The present image is perhaps Moholy's most famous photograph made with a camera. A ceaseless experimenter, Moholy influenced the visual culture of the 20th century in incalculable ways, and the image offered here was recognized early on as one of his definitive statements. In 1937, it was chosen by Beaumont Newhall for inclusion in The Museum of Modern Art's ground-breaking survey of the history of photography, 'Photography 1839 - 1937,' where it was listed in the catalogue as 'Berlin from the Wireless Tower.' It was part of the Museum's 1940-41 inaugural exhibition for the newly-formed Department of Photographs, 'Sixty Photographs,' and was one of 8 photographs from that show reproduced in the Museum's Bulletin for December 1940/January 1941. The print of the image offered here, a true early print, is matted to correspond to the cropping typically used by the photographer in published versions of the image, and in a later print he made in a small edition in 1941 (see below). Examination of the present print outside of its mat and frame shows a fuller version of the negative, including traces of the original black negative edges.
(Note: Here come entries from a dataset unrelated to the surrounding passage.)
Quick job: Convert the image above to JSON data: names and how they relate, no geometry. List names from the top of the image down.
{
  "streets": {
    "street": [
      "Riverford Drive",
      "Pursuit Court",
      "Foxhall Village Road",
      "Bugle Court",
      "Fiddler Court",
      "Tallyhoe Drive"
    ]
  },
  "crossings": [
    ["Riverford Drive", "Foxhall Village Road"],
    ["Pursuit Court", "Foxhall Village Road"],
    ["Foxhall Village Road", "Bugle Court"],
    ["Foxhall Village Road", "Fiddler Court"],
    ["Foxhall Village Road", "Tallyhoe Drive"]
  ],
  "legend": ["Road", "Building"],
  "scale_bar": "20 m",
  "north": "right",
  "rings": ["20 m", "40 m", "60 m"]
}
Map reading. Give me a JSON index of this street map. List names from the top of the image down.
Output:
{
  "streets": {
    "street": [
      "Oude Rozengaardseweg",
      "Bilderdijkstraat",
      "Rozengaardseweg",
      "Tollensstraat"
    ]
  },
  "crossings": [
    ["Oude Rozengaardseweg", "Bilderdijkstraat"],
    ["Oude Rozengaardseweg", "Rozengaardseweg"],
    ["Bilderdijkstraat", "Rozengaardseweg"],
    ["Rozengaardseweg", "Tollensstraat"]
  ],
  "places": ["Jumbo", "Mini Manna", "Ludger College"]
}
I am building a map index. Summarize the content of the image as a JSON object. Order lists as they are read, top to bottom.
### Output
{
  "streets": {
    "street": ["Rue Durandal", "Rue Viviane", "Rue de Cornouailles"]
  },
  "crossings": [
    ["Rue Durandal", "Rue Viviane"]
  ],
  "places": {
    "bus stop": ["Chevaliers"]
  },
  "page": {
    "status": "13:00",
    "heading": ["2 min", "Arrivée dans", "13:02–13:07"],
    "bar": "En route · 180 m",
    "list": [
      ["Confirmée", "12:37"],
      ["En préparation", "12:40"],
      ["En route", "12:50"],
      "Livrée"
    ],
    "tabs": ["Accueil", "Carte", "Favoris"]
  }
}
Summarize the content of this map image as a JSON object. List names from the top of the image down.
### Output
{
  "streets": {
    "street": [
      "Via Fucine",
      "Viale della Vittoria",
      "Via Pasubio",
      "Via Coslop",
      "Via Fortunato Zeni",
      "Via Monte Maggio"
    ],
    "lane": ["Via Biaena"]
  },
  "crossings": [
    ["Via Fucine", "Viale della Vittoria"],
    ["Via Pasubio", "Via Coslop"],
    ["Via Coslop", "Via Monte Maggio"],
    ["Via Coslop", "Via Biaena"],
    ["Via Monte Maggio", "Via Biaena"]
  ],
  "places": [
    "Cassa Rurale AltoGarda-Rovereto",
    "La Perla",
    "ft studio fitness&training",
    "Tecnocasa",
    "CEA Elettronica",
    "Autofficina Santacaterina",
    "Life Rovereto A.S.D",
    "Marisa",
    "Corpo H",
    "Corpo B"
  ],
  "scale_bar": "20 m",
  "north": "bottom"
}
The print appears to have been hand-trimmed.
As of this writing, only two early prints of this image have been located in institutional collections in the United States: a print in The Museum of Modern Art, acquired by them in Beaumont Newhall's purchase of Moholy's entire exhibition at New York's Delphic Studios in 1939; and a print in the Gernsheim Collection at the University of Texas at Austin (both noted by Haus, p. 66, cat. no. 40). Another of Moholy's photographs from the tower in winter, with a less radical composition, are in the Julien Levy Collection at the Art Institute of Chicago, and in the San Francisco Museum of Modern Art. A print of this somewhat more conventional image, formerly in the collection of the Gilman Paper Company, was sold in these rooms on 14 February 2006 (Sale 8165, Lot 35).
No early print of this image has been sold at auction in over two decades. A later print of the image made in 1941, part of The Museum of Modern Art's 1941 American Photographs at $10 show, was sold in these rooms in April 1993 (Sale 6407, Lot 330). For this project, Moholy-Nagy -- along with Charles Sheeler, Berenice Abbott, Walker Evans, and others -- contributed one photograph each to the exhibition, and agreed to make available to the public this same image in an edition of 10, at $10 per print.
The early print offered here comes originally from the collection of Moshe Worobeitschik Raviv (1904 - 1995), the photographer best known for his dynamic 1931 book of photomontages of Paris, published under the name of Moï Ver (see The Book of 101 Books: Seminal Photography Books of the Twentieth Century, New York, 2001, pp. 70-73). The print was given by Moholy to Raviv when the latter was a student at the Bauhaus around 1929. In 1950, Raviv emigrated to Israel, where the present print was acquired by the Galerie Berinson, Berlin, around 1987.